A new study in Nature found that glaciers in the southern reaches of the Patagonian Andes have acted as a kind of protective shield throughout that mountain range's 25-million-year history.    As most people realize, glaciers erode mountains and slow their growth once the mountain peak reaches above the snowline. Above this elevation, where glaciers remain permanently frozen, scientists believed that the masses of ice carve away at the mountain face as they slide down its surface—an idea known as the 'buzzsaw' theory.


patagonian andes
 
At the relatively low elevations found in the southern Andes, they expected the buzzsaw effect would have had a major impact on the mountains throughout the 25 million years they've been building.

Instead, the team found just the opposite. They measured the ages of rock samples from a vast track of the Patagonian Andes and discovered that at higher southern latitudes—where the mountains are at lower elevation and so the glacial buzzsaw should have a bigger impact—the rock was older than expected, meaning erosion has been taking place at a much slower rate than previously thought.
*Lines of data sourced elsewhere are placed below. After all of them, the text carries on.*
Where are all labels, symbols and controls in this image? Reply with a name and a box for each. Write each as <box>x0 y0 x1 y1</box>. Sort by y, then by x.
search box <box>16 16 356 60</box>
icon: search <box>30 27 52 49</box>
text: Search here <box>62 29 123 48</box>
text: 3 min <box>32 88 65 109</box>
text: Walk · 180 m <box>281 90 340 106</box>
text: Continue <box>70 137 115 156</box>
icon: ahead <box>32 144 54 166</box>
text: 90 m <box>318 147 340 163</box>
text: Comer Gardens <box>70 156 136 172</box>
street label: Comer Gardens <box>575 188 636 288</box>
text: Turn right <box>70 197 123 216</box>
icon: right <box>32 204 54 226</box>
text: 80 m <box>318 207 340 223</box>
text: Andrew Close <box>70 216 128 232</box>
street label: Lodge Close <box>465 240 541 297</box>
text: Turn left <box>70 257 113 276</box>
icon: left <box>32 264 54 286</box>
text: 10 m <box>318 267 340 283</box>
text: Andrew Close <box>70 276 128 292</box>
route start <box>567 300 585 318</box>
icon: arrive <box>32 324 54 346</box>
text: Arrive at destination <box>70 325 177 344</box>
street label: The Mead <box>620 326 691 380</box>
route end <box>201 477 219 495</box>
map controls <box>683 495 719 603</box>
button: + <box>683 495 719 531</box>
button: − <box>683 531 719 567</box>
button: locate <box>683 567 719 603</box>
Rather than slicing away at the mountain peaks, the scientists found that the glaciers instead seem to have helped the mountains grow. "The glaciers act like armor to protect the uplifting mountains from erosion, allowing them to reach heights well above those predicted by the glacial buzzsaw theory," said
Mark Brandon, a Yale geologist and co-author of the new study.

Despite the lower elevations found in the Patagonian Andes, the glaciers remain cold enough that their bases are frozen and stuck to the mountain surface, Brandon said. Whereas warmer glaciers melt at their base and slide down the mountain, these colder glaciers appear to have provided an icy shield.

The new finding presents the first evidence to contradict the glacial buzzsaw theory, Brandon said—a theory that has proven difficult to test on large scales and over geological time scales.

Next, the team will try to use the results to calibrate a global erosion model to understand how climate affects the mountain building process.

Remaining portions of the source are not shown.